Quello che questa mail dice è:
- Tu, mi chiedi un consiglio per una funzione già implementata e facilmente applicabile ad altri casi più complessi in un futuro? E lo fai dopo che io ti ho esplicitamente detto di non bang your head sul computer se ti blocchi e di chiedere consiglio? Ok, non ho tempo per te, scrivitela da solo la funzione che cerchi. Arrangiati.
- Mi dici che la funzione che ho abbozzato senza avere idea se potesse andare o meno potrebbe essere addirittura controproducente per i risultati? E mi chiedi che cosa ne penso? Bè, vedi di implementarla e di risponderti da solo cosa ne penso.
In ogni caso il meeting di questo mercoledì si avvicinava velocemente, così sono dovuto rimanere in laboratorio fino alle 10.30 il martedì per riuscire ad ultimare l'analisi di tutti i dati ed essere sicuro di avere i giusti punti chiari ed inattaccabili per affrontarli con il professore.
Il mercoledì alle ore 13.30 come al solito il professore si presenta in laboratorio per il meeting con il dottorando, discute con lui fino alle 14.20 e poi sparisce. Il mio meeting era alle 14.30 così attendo fino alle 15.00, ora in cui vado a bussare al suo ufficio per chiedergli spiegazioni, che furono:
Simone,
credevo che con la risposta alla mia mail fossi a posto per un po', che dovessi lavorarci ancora e che non fossi pronto per il meeting di oggi. Comunque se proprio hai bisogno di parlare ho 2 minuti da dedicarti.
Gli spiego che i risultati che ho ottenuto sono complessi da analizzare e che quindi 2 minuti non basterebbero. E che sarebbe stato meglio fissare un altro meeting. Lui condivide e mi dice che deve verificare la sua agenda e che mi avrebbe mandato una mail.
Ora, una qualunque persona normale ed anche una qualunque persona non normale, se decidesse di annullare un meeting che avrebbe da lì a 10 minuti con la persona che è a meno di 5 passi da lei, nella sua stessa stanza, semplicemente, prima di lasciare la stanza glielo direbbe. Sarebbe così semplice.
Evidentemente il professore non cade in una di queste due categorie, poichè decise di abbandonare il laboratorio con cognizione di causa ma senza condividerla con il diretto interessato, IO.

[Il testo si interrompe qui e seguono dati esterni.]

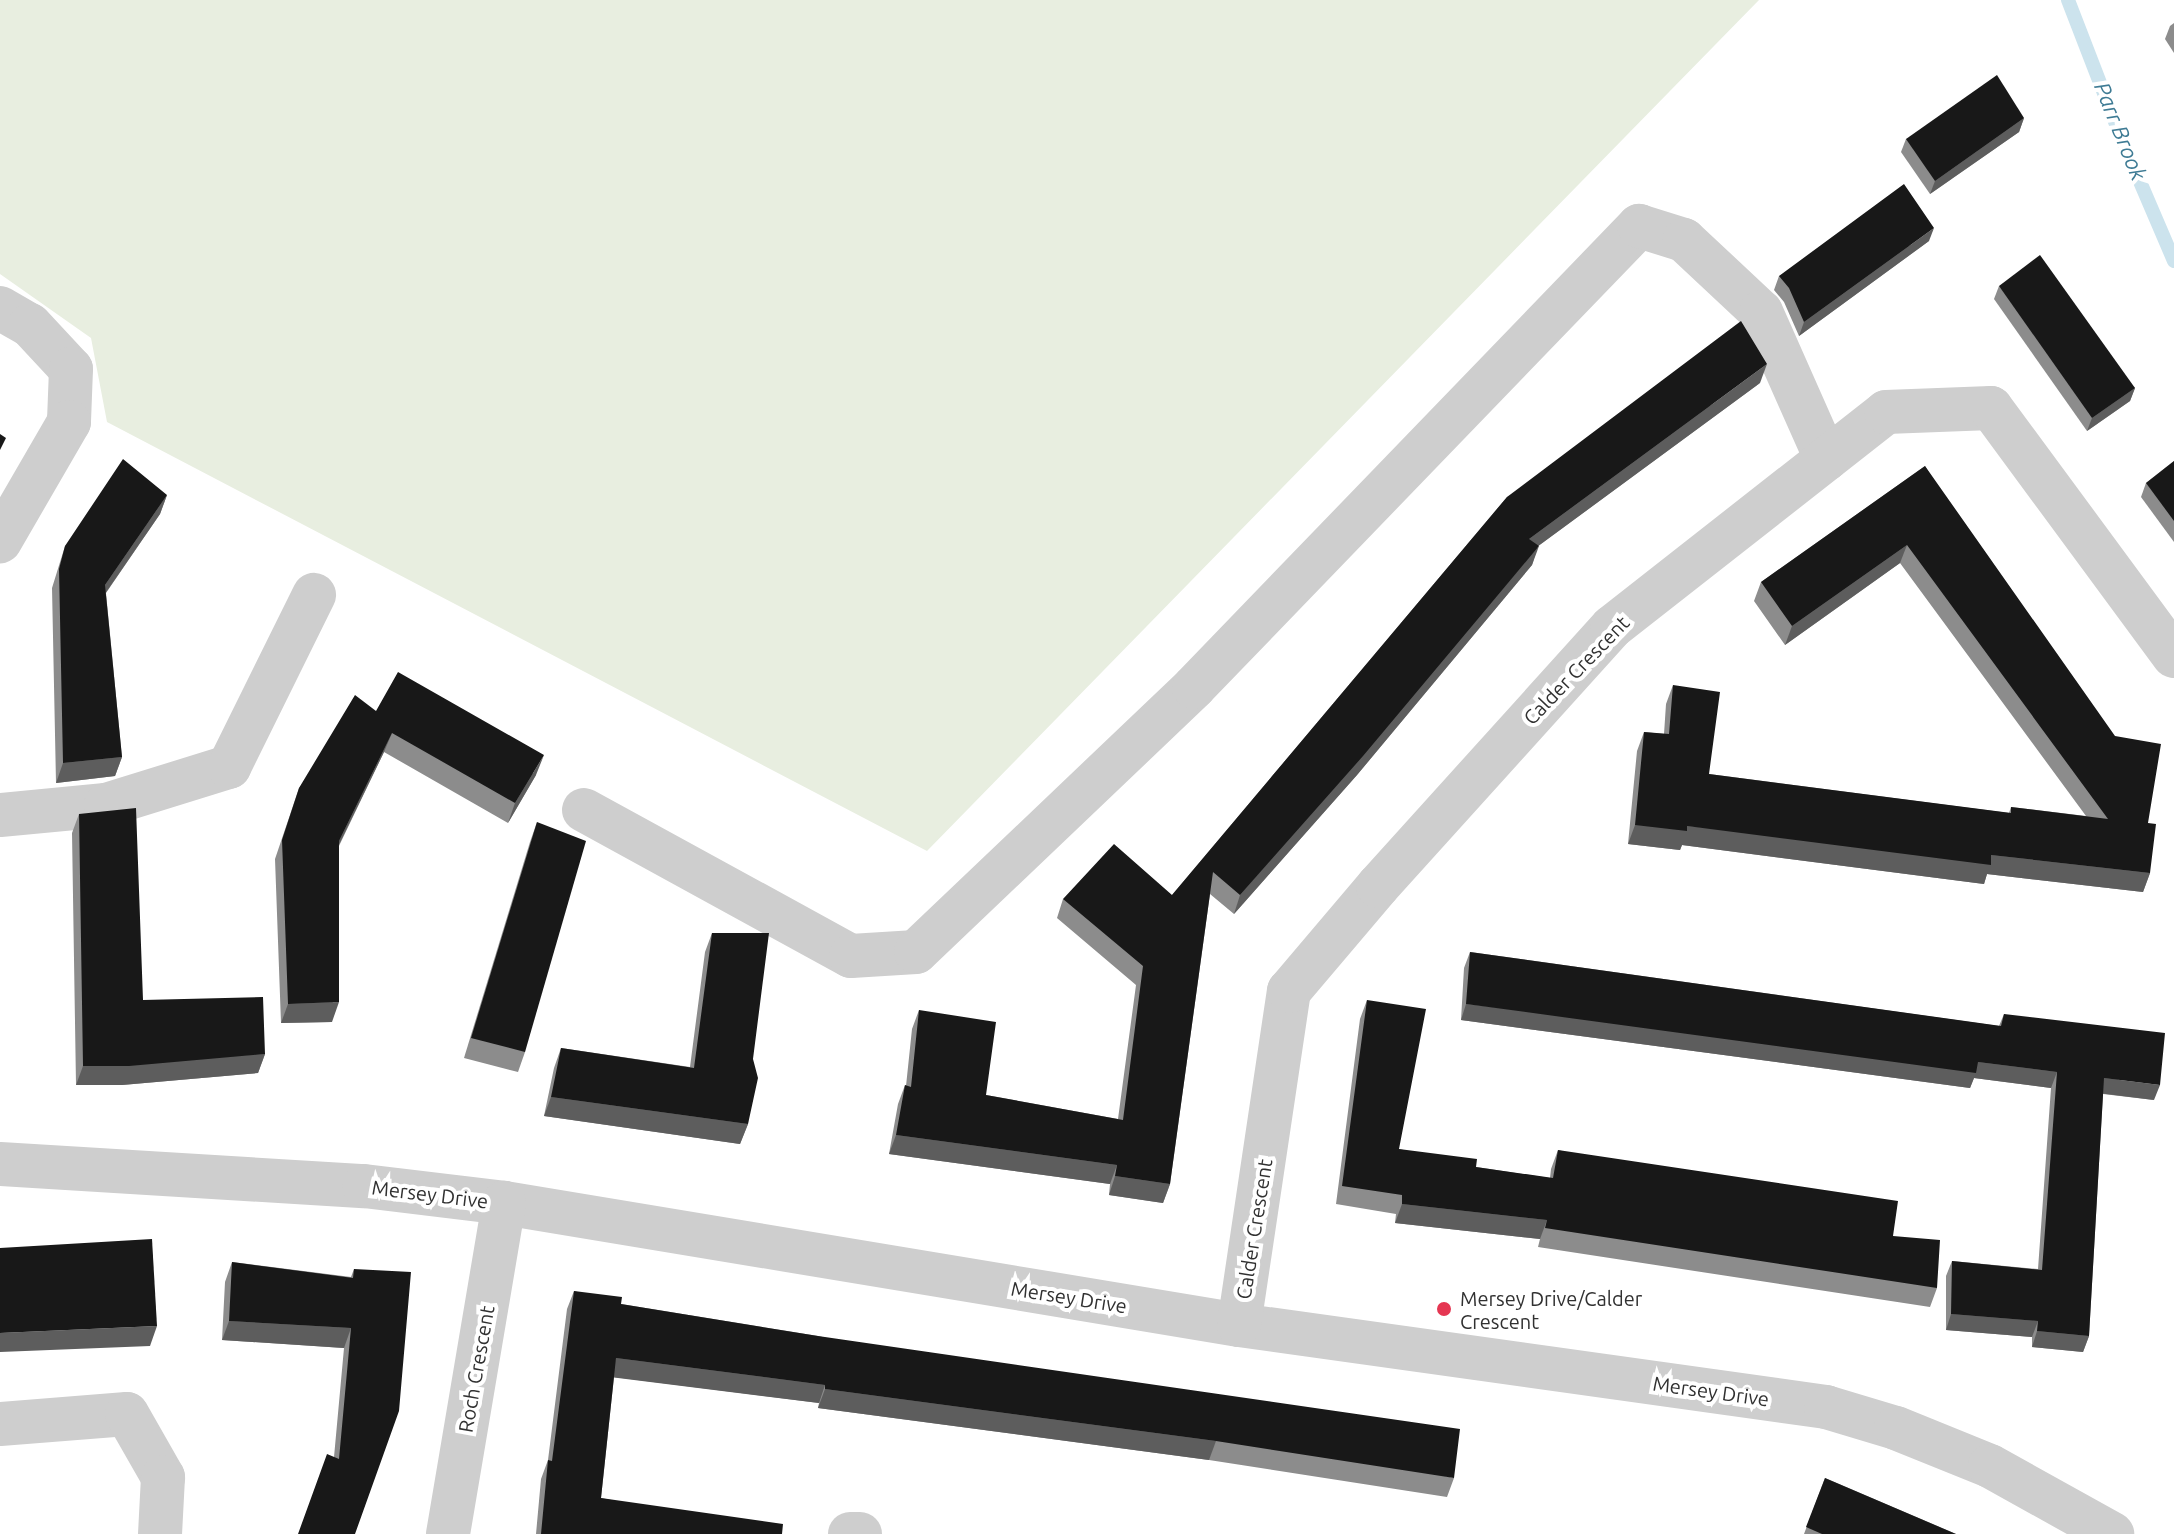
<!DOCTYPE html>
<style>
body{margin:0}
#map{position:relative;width:2174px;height:1534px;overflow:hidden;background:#fff;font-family:Ubuntu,sans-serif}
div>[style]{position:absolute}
.green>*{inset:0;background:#e8eee0}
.stream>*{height:14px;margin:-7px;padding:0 7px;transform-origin:7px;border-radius:7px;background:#cce3ed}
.minor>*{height:44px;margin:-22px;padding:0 22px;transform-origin:22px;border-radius:22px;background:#cecece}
.wall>*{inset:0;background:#8c8c8c}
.shaded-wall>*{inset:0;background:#5d5d5d}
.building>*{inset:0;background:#181818}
.dots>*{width:22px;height:22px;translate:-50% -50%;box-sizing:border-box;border:4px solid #fff;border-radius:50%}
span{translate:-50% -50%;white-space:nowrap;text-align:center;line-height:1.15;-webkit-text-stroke:8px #fff;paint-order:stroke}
.street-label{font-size:20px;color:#313131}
.poi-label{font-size:20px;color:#313131}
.left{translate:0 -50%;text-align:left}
.water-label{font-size:22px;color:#3e7b94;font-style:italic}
</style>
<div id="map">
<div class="green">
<div style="clip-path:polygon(0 0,1759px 0,927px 851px,107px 422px,91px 338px,0 274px)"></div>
</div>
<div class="stream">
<div style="left:2068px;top:0;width:145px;rotate:68.9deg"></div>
<div style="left:2120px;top:135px;width:137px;rotate:66.8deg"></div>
</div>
<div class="minor">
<div style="left:0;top:308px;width:34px;rotate:30deg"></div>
<div style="left:30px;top:325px;width:60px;rotate:47deg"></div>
<div style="left:71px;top:369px;width:53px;rotate:92.2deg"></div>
<div style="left:69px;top:422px;width:138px;rotate:120.1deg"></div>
<div style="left:584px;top:810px;width:304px;rotate:28.7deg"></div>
<div style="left:851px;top:956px;width:65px;rotate:-3.5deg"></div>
<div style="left:916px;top:952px;width:384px;rotate:-43.6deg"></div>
<div style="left:1194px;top:687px;width:641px;rotate:-46.01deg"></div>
<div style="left:1639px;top:226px;width:47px;rotate:17.3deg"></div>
<div style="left:1684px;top:240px;width:105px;rotate:43.1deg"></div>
<div style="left:1761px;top:312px;width:161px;rotate:66.1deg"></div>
<div style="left:0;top:815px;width:106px;rotate:-5.4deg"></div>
<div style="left:106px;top:805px;width:129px;rotate:-17.2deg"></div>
<div style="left:229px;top:767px;width:192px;rotate:-63.7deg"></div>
<div style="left:0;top:1164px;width:365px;rotate:3.5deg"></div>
<div style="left:364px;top:1186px;width:141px;rotate:6.9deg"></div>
<div style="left:504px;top:1203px;width:745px;rotate:9.42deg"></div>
<div style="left:1239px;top:1325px;width:593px;rotate:7.95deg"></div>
<div style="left:1826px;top:1407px;width:73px;rotate:16.7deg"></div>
<div style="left:1896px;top:1428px;width:101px;rotate:22deg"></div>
<div style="left:1990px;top:1466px;width:140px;rotate:29.1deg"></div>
<div style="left:1239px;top:1325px;width:338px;rotate:-81.5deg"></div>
<div style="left:1289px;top:991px;width:138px;rotate:-49.7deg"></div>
<div style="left:1378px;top:886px;width:349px;rotate:-47.9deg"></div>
<div style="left:1612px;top:627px;width:348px;rotate:-38.1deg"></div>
<div style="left:1886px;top:412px;width:105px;rotate:-2.2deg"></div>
<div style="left:1991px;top:408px;width:308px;rotate:53.6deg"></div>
<div style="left:0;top:1424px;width:127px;rotate:-4.5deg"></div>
<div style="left:127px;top:1414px;width:73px;rotate:60.3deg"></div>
<div style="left:163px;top:1477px;width:57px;rotate:93deg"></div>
<div style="left:448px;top:1534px;width:336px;rotate:-80.4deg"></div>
<div style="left:850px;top:1534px;width:10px"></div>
</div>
<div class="wall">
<div style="clip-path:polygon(2174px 23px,2174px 53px,2165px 39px,2170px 26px)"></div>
<div style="clip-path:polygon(2024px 118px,2019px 132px,1930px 194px,1901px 152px,1906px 139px)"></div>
<div style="clip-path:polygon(1929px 241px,1799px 336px,1784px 302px,1774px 290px,1779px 276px)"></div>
<div style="clip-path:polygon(1999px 286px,2135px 388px,2130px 401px,2087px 431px,1994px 299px)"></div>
<div style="clip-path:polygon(1760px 383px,1538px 546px,1532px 565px,1357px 775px,1234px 914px,1210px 894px,1170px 1184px,1163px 1203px,1109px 1195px,1110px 1184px,889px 1154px,898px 1104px,905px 1085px,906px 1086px,912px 1029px,919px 1010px,986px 1095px,1118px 1119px,1136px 985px,1057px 918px,1063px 899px,1172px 895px,1507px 497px)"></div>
<div style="clip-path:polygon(2174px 461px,2174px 542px,2141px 497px,2146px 483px)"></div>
<div style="clip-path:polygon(1925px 466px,2148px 823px,2150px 873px,2143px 892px,1987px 874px,1984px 884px,1682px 845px,1680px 850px,1628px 844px,1637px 751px,1644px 732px,1664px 734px,1666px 704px,1673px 685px,1709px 774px,2009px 813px,2011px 807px,2086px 816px,1900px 563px,1785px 645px,1754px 601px,1761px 582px)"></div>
<div style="clip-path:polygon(167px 495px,160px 514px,106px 593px,122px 757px,115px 776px,56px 783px,52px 588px,65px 546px)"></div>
<div style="clip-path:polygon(376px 711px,536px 775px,508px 823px,384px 752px,339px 846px,332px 1022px,281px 1023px,275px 859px,299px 788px)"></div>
<div style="clip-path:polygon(79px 814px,143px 1000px,265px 1054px,258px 1073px,122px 1085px,76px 1085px,72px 833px)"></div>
<div style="clip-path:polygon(537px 822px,525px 1052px,518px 1072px,464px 1058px,530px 842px)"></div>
<div style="clip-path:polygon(712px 933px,753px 1059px,748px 1124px,740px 1144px,544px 1116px,554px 1068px,561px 1048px,690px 1067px,705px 952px)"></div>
<div style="clip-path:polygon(1470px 952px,1999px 1026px,2004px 1014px,2154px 1100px,2103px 1094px,2089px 1336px,2083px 1352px,2032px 1347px,2032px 1337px,1946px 1330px,1946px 1276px,1952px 1261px,2038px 1269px,2051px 1088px,1974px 1078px,1970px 1088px,1461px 1020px,1464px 968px)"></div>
<div style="clip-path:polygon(1367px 1000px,1399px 1149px,1476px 1167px,1550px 1178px,1551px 1169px,1558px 1150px,1893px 1236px,1937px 1288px,1930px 1307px,1538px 1247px,1540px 1239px,1395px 1223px,1396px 1214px,1336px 1204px,1360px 1019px)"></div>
<div style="clip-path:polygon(232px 1262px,351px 1277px,354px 1269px,355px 1534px,334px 1457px,344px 1348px,222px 1340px,225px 1282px)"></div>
<div style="clip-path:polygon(574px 1291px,621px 1304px,818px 1336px,1454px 1478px,1447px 1497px,1209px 1460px,818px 1408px,819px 1403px,614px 1377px,601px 1498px,782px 1534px,536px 1534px,541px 1479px,548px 1460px,567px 1309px)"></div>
<div style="clip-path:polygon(1825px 1478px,1956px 1534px,1804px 1534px)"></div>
</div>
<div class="shaded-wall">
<div style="clip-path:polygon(2024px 118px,2019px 132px,1930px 194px,1935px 181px)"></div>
<div style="clip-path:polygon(1934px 228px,1929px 241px,1799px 336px,1804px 322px)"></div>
<div style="clip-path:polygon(1767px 364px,1760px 383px,1522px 558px,1529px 539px)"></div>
<div style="clip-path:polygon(2135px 388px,2130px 401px,2087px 431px,2092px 418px)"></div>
<div style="clip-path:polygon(167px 495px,160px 514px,98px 604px,105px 585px)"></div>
<div style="clip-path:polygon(1907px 545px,1900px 563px,1785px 645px,1792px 626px)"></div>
<div style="clip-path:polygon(1539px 546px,1532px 565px,1357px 775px,1234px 914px,1240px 895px)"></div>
<div style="clip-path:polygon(392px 733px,384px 752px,331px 861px,339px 841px)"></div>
<div style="clip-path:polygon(544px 755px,536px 775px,508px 823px,515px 803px)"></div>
<div style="clip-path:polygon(122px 757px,115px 776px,56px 783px,63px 763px)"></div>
<div style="clip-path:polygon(1635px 825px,1687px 826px,1991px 855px,2150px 873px,2143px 892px,1987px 874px,1984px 884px,1682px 845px,1680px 850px,1628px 844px)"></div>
<div style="clip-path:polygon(339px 1002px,332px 1022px,281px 1023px,288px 1004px)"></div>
<div style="clip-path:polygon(1466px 1004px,1978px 1062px,2057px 1072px,2051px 1088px,1974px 1078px,1970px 1088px,1461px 1020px)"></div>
<div style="clip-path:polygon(265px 1054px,258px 1073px,122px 1085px,76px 1085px,83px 1066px)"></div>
<div style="clip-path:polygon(2104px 1078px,2160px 1085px,2154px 1100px,2098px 1093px)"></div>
<div style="clip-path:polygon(551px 1097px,748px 1124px,740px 1144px,544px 1116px)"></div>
<div style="clip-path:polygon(896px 1135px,1117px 1165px,1110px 1184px,889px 1154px)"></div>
<div style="clip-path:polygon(1115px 1176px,1170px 1184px,1163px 1203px,1109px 1195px)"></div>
<div style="clip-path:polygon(1402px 1204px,1547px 1220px,1540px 1239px,1395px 1223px)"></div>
<div style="clip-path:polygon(1951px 1314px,2038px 1321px,2032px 1337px,1946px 1330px)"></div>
<div style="clip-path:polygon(229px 1321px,351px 1328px,344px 1348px,222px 1340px)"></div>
<div style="clip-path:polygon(157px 1326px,150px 1346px,0 1352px,0 1333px)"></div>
<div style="clip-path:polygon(2037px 1331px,2089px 1336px,2083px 1352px,2032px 1347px)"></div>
<div style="clip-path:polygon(616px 1358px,825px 1385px,819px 1403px,610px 1377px)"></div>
<div style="clip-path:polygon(825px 1389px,1216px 1441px,1209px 1460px,818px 1408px)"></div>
</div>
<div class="building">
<div style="clip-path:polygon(1997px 75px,2024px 118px,1935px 181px,1906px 139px)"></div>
<div style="clip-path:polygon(1904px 184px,1934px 228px,1804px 322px,1789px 288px,1779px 276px)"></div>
<div style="clip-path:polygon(2040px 255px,2135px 388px,2092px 418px,1999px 286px)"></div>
<div style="clip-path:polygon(1741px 321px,1767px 364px,1529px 539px,1539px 546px,1363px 756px,1240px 895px,1213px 872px,1170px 1184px,1115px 1176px,1117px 1165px,896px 1135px,905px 1085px,911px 1087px,919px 1010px,996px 1022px,986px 1095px,1123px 1120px,1143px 966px,1063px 899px,1114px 844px,1172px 895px,1507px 497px)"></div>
<div style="clip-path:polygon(0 434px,6px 438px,0 450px)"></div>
<div style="clip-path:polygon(123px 459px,167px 495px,105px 585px,122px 757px,63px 763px,59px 569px,65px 546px)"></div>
<div style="clip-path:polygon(2174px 461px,2174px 521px,2146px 483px)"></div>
<div style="clip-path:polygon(1925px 466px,2115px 736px,2161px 744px,2148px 823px,2156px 824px,2150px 873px,1991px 855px,1991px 865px,1687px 826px,1687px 831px,1635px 825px,1644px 732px,1669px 734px,1673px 685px,1720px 692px,1709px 774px,2011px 813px,2011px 807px,2108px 819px,1907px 545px,1792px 626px,1761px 582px)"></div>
<div style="clip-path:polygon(398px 672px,544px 755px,515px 803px,392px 733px,339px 841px,339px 1002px,288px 1004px,282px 840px,299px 788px,355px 695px,376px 711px)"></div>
<div style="clip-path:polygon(136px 808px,143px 1000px,263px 997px,265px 1054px,129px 1066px,83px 1066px,79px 814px)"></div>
<div style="clip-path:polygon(537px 822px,586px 841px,525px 1052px,471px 1038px)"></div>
<div style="clip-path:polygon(712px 933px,769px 933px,753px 1059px,758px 1078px,748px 1124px,551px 1097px,561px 1048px,694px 1068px)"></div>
<div style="clip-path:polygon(1470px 952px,2001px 1026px,2004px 1014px,2165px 1033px,2160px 1085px,2104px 1078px,2089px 1336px,2037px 1331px,2038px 1321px,1951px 1314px,1952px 1261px,2042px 1270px,2057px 1072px,1978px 1062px,1976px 1073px,1466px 1004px)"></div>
<div style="clip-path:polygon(1367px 1000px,1426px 1009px,1399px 1149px,1477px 1159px,1476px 1167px,1553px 1178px,1558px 1150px,1898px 1201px,1893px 1236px,1940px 1240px,1937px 1288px,1545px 1228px,1547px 1220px,1402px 1204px,1402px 1195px,1342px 1186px)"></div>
<div style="clip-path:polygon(152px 1239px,157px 1326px,0 1333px,0 1248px)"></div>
<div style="clip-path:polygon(232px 1262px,353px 1278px,354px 1269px,411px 1272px,399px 1411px,355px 1534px,298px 1534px,327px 1454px,339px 1459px,351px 1328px,229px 1321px)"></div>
<div style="clip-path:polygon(574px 1291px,622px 1297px,621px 1304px,818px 1336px,1460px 1429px,1454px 1478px,1216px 1441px,825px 1389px,825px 1385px,616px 1358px,601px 1498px,783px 1524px,782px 1534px,541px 1534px,548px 1460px,552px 1461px)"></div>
<div style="clip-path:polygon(1825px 1478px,1956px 1534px,1822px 1534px,1806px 1527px)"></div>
</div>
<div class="dots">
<div style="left:1444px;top:1309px;background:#e53652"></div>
</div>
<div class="street-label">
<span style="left:1576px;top:670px;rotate:-46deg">Calder Crescent</span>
<span style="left:430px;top:1194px;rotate:7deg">Mersey Drive</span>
<span style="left:1254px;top:1229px;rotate:-81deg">Calder Crescent</span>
<span style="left:1069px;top:1297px;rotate:9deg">Mersey Drive</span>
<span style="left:476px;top:1369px;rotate:-80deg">Roch Crescent</span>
<span style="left:1711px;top:1391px;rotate:8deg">Mersey Drive</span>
</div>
<div class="poi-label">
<span class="left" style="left:1460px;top:1310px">Mersey Drive/Calder<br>Crescent</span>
</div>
<div class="water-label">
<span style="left:2121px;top:131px;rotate:68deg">Parr Brook</span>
</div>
</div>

Oggi è giovedì, venerdì ormai, e la mail del professore non è ancora arrivata, nonostante la mia email di sollecito in cui spiegavo che ero pronto a lavorare anche per tutto il weekend per essere pronto per il prossimo meeting.
Ma poteva andare peggio:
14. pissed off
Something to be grateful for;being pissed of is a gift
Being "pissed off" is better than being "pissed on"
Mercoledì, tornato a casa dal laboratorio trovo Frank che sta uscendo, dice che deve andare in parrocchia, perchè un ragazzo che frequentava quella chiesa e che si era trasferito per un periodo di studio in Svizzera era stato trovato la mattina, completamente morto. Era uscito per una passeggiata il giorno prima e non era più tornato.
A volte gli stati d'animo sono solo una questione di punti di vista.